# [Task directions]
Print all the records exactly as they stand.

----- Data provided -----

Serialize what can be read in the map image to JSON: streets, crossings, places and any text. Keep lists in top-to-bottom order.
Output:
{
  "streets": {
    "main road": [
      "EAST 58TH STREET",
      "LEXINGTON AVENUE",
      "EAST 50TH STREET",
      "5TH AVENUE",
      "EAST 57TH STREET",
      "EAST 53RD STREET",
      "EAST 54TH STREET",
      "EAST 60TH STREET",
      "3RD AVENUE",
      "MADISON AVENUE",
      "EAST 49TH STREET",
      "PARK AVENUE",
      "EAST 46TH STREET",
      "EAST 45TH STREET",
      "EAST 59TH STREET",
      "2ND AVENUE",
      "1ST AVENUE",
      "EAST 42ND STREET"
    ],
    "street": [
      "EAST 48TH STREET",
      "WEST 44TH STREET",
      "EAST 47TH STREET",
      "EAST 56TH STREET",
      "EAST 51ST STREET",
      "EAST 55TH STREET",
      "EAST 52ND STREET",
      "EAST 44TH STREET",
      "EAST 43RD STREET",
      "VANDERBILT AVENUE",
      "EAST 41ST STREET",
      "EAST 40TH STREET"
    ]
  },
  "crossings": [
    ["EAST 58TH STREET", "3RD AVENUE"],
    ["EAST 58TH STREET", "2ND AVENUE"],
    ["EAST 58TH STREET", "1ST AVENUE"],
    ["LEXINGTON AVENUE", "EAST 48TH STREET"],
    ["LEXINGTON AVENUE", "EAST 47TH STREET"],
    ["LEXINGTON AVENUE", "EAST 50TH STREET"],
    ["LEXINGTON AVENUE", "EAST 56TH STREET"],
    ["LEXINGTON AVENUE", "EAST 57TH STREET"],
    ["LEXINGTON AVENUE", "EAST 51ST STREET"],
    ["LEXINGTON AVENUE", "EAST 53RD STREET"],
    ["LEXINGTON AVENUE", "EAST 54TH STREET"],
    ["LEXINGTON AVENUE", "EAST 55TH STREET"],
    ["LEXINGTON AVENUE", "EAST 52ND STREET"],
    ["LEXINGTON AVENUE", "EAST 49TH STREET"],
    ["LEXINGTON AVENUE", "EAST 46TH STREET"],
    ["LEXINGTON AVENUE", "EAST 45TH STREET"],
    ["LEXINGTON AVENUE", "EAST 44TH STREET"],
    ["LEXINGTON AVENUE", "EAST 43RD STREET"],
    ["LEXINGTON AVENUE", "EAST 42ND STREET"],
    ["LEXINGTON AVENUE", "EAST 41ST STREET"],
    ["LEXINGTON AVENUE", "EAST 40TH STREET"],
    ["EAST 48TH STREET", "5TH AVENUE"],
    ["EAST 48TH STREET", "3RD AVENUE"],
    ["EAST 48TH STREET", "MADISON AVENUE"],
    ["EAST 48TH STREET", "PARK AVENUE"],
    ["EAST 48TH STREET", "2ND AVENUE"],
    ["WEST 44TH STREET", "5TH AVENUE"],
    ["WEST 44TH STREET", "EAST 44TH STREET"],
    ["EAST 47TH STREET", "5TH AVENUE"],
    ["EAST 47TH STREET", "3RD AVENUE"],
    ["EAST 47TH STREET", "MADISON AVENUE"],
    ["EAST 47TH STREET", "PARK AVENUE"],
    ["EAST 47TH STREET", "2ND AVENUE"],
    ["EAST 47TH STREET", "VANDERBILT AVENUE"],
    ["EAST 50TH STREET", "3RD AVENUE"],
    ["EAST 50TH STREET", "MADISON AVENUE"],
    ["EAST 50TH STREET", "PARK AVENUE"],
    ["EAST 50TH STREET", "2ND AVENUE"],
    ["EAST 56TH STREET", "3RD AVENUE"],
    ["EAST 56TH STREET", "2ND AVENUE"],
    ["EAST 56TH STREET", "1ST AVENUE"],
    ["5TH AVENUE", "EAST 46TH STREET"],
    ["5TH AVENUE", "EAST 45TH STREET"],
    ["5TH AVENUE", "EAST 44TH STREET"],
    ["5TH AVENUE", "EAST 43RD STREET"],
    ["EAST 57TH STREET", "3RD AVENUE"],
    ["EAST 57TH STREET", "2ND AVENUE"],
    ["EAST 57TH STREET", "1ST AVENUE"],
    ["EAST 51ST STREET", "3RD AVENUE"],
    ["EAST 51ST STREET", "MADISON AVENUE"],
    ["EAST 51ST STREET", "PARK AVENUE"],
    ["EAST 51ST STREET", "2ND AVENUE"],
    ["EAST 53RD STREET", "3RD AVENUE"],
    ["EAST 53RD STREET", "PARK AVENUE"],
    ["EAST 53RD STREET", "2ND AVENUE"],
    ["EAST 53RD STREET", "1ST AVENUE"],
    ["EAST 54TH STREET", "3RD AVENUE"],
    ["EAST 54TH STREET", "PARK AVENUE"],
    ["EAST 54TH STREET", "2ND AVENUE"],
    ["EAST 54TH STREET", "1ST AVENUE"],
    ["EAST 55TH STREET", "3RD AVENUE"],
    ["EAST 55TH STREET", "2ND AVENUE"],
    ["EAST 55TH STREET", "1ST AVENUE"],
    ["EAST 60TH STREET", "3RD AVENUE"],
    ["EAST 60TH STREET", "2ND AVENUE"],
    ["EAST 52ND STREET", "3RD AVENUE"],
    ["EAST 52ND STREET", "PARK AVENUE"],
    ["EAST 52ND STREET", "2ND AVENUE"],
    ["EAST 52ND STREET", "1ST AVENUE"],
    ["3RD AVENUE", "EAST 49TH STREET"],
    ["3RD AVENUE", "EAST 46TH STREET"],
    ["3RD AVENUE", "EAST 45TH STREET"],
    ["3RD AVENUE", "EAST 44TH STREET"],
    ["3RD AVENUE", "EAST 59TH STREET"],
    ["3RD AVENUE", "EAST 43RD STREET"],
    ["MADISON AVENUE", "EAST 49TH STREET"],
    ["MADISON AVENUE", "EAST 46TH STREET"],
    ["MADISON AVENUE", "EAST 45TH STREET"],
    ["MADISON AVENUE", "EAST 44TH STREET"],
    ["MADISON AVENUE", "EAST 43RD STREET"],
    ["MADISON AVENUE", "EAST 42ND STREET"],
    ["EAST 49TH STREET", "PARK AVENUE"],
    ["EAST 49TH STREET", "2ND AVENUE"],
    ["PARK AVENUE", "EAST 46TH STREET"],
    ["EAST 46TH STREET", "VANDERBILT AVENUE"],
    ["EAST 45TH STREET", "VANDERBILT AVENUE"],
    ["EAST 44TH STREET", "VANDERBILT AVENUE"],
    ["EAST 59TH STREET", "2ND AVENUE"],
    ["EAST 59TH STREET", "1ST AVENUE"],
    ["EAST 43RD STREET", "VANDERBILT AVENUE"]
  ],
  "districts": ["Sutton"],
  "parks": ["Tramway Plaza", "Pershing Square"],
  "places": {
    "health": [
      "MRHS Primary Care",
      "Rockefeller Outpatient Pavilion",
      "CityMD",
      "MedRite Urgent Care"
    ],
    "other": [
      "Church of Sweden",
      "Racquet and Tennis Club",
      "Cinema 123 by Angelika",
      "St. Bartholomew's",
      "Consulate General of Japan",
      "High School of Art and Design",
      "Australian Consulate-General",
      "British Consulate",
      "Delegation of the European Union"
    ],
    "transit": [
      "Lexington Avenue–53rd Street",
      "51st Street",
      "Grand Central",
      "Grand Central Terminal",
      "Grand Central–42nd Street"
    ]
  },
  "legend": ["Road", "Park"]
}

-----

# [Answer for this exercise]
Serialize what can be read in the map image to JSON: streets, crossings, places and any text. Keep lists in top-to-bottom order.
Output:
{
  "streets": {
    "main road": [
      "EAST 58TH STREET",
      "LEXINGTON AVENUE",
      "EAST 50TH STREET",
      "5TH AVENUE",
      "EAST 57TH STREET",
      "EAST 53RD STREET",
      "EAST 54TH STREET",
      "EAST 60TH STREET",
      "3RD AVENUE",
      "MADISON AVENUE",
      "EAST 49TH STREET",
      "PARK AVENUE",
      "EAST 46TH STREET",
      "EAST 45TH STREET",
      "EAST 59TH STREET",
      "2ND AVENUE",
      "1ST AVENUE",
      "EAST 42ND STREET"
    ],
    "street": [
      "EAST 48TH STREET",
      "WEST 44TH STREET",
      "EAST 47TH STREET",
      "EAST 56TH STREET",
      "EAST 51ST STREET",
      "EAST 55TH STREET",
      "EAST 52ND STREET",
      "EAST 44TH STREET",
      "EAST 43RD STREET",
      "VANDERBILT AVENUE",
      "EAST 41ST STREET",
      "EAST 40TH STREET"
    ]
  },
  "crossings": [
    ["EAST 58TH STREET", "3RD AVENUE"],
    ["EAST 58TH STREET", "2ND AVENUE"],
    ["EAST 58TH STREET", "1ST AVENUE"],
    ["LEXINGTON AVENUE", "EAST 48TH STREET"],
    ["LEXINGTON AVENUE", "EAST 47TH STREET"],
    ["LEXINGTON AVENUE", "EAST 50TH STREET"],
    ["LEXINGTON AVENUE", "EAST 56TH STREET"],
    ["LEXINGTON AVENUE", "EAST 57TH STREET"],
    ["LEXINGTON AVENUE", "EAST 51ST STREET"],
    ["LEXINGTON AVENUE", "EAST 53RD STREET"],
    ["LEXINGTON AVENUE", "EAST 54TH STREET"],
    ["LEXINGTON AVENUE", "EAST 55TH STREET"],
    ["LEXINGTON AVENUE", "EAST 52ND STREET"],
    ["LEXINGTON AVENUE", "EAST 49TH STREET"],
    ["LEXINGTON AVENUE", "EAST 46TH STREET"],
    ["LEXINGTON AVENUE", "EAST 45TH STREET"],
    ["LEXINGTON AVENUE", "EAST 44TH STREET"],
    ["LEXINGTON AVENUE", "EAST 43RD STREET"],
    ["LEXINGTON AVENUE", "EAST 42ND STREET"],
    ["LEXINGTON AVENUE", "EAST 41ST STREET"],
    ["LEXINGTON AVENUE", "EAST 40TH STREET"],
    ["EAST 48TH STREET", "5TH AVENUE"],
    ["EAST 48TH STREET", "3RD AVENUE"],
    ["EAST 48TH STREET", "MADISON AVENUE"],
    ["EAST 48TH STREET", "PARK AVENUE"],
    ["EAST 48TH STREET", "2ND AVENUE"],
    ["WEST 44TH STREET", "5TH AVENUE"],
    ["WEST 44TH STREET", "EAST 44TH STREET"],
    ["EAST 47TH STREET", "5TH AVENUE"],
    ["EAST 47TH STREET", "3RD AVENUE"],
    ["EAST 47TH STREET", "MADISON AVENUE"],
    ["EAST 47TH STREET", "PARK AVENUE"],
    ["EAST 47TH STREET", "2ND AVENUE"],
    ["EAST 47TH STREET", "VANDERBILT AVENUE"],
    ["EAST 50TH STREET", "3RD AVENUE"],
    ["EAST 50TH STREET", "MADISON AVENUE"],
    ["EAST 50TH STREET", "PARK AVENUE"],
    ["EAST 50TH STREET", "2ND AVENUE"],
    ["EAST 56TH STREET", "3RD AVENUE"],
    ["EAST 56TH STREET", "2ND AVENUE"],
    ["EAST 56TH STREET", "1ST AVENUE"],
    ["5TH AVENUE", "EAST 46TH STREET"],
    ["5TH AVENUE", "EAST 45TH STREET"],
    ["5TH AVENUE", "EAST 44TH STREET"],
    ["5TH AVENUE", "EAST 43RD STREET"],
    ["EAST 57TH STREET", "3RD AVENUE"],
    ["EAST 57TH STREET", "2ND AVENUE"],
    ["EAST 57TH STREET", "1ST AVENUE"],
    ["EAST 51ST STREET", "3RD AVENUE"],
    ["EAST 51ST STREET", "MADISON AVENUE"],
    ["EAST 51ST STREET", "PARK AVENUE"],
    ["EAST 51ST STREET", "2ND AVENUE"],
    ["EAST 53RD STREET", "3RD AVENUE"],
    ["EAST 53RD STREET", "PARK AVENUE"],
    ["EAST 53RD STREET", "2ND AVENUE"],
    ["EAST 53RD STREET", "1ST AVENUE"],
    ["EAST 54TH STREET", "3RD AVENUE"],
    ["EAST 54TH STREET", "PARK AVENUE"],
    ["EAST 54TH STREET", "2ND AVENUE"],
    ["EAST 54TH STREET", "1ST AVENUE"],
    ["EAST 55TH STREET", "3RD AVENUE"],
    ["EAST 55TH STREET", "2ND AVENUE"],
    ["EAST 55TH STREET", "1ST AVENUE"],
    ["EAST 60TH STREET", "3RD AVENUE"],
    ["EAST 60TH STREET", "2ND AVENUE"],
    ["EAST 52ND STREET", "3RD AVENUE"],
    ["EAST 52ND STREET", "PARK AVENUE"],
    ["EAST 52ND STREET", "2ND AVENUE"],
    ["EAST 52ND STREET", "1ST AVENUE"],
    ["3RD AVENUE", "EAST 49TH STREET"],
    ["3RD AVENUE", "EAST 46TH STREET"],
    ["3RD AVENUE", "EAST 45TH STREET"],
    ["3RD AVENUE", "EAST 44TH STREET"],
    ["3RD AVENUE", "EAST 59TH STREET"],
    ["3RD AVENUE", "EAST 43RD STREET"],
    ["MADISON AVENUE", "EAST 49TH STREET"],
    ["MADISON AVENUE", "EAST 46TH STREET"],
    ["MADISON AVENUE", "EAST 45TH STREET"],
    ["MADISON AVENUE", "EAST 44TH STREET"],
    ["MADISON AVENUE", "EAST 43RD STREET"],
    ["MADISON AVENUE", "EAST 42ND STREET"],
    ["EAST 49TH STREET", "PARK AVENUE"],
    ["EAST 49TH STREET", "2ND AVENUE"],
    ["PARK AVENUE", "EAST 46TH STREET"],
    ["EAST 46TH STREET", "VANDERBILT AVENUE"],
    ["EAST 45TH STREET", "VANDERBILT AVENUE"],
    ["EAST 44TH STREET", "VANDERBILT AVENUE"],
    ["EAST 59TH STREET", "2ND AVENUE"],
    ["EAST 59TH STREET", "1ST AVENUE"],
    ["EAST 43RD STREET", "VANDERBILT AVENUE"]
  ],
  "districts": ["Sutton"],
  "parks": ["Tramway Plaza", "Pershing Square"],
  "places": {
    "health": [
      "MRHS Primary Care",
      "Rockefeller Outpatient Pavilion",
      "CityMD",
      "MedRite Urgent Care"
    ],
    "other": [
      "Church of Sweden",
      "Racquet and Tennis Club",
      "Cinema 123 by Angelika",
      "St. Bartholomew's",
      "Consulate General of Japan",
      "High School of Art and Design",
      "Australian Consulate-General",
      "British Consulate",
      "Delegation of the European Union"
    ],
    "transit": [
      "Lexington Avenue–53rd Street",
      "51st Street",
      "Grand Central",
      "Grand Central Terminal",
      "Grand Central–42nd Street"
    ]
  },
  "legend": ["Road", "Park"]
}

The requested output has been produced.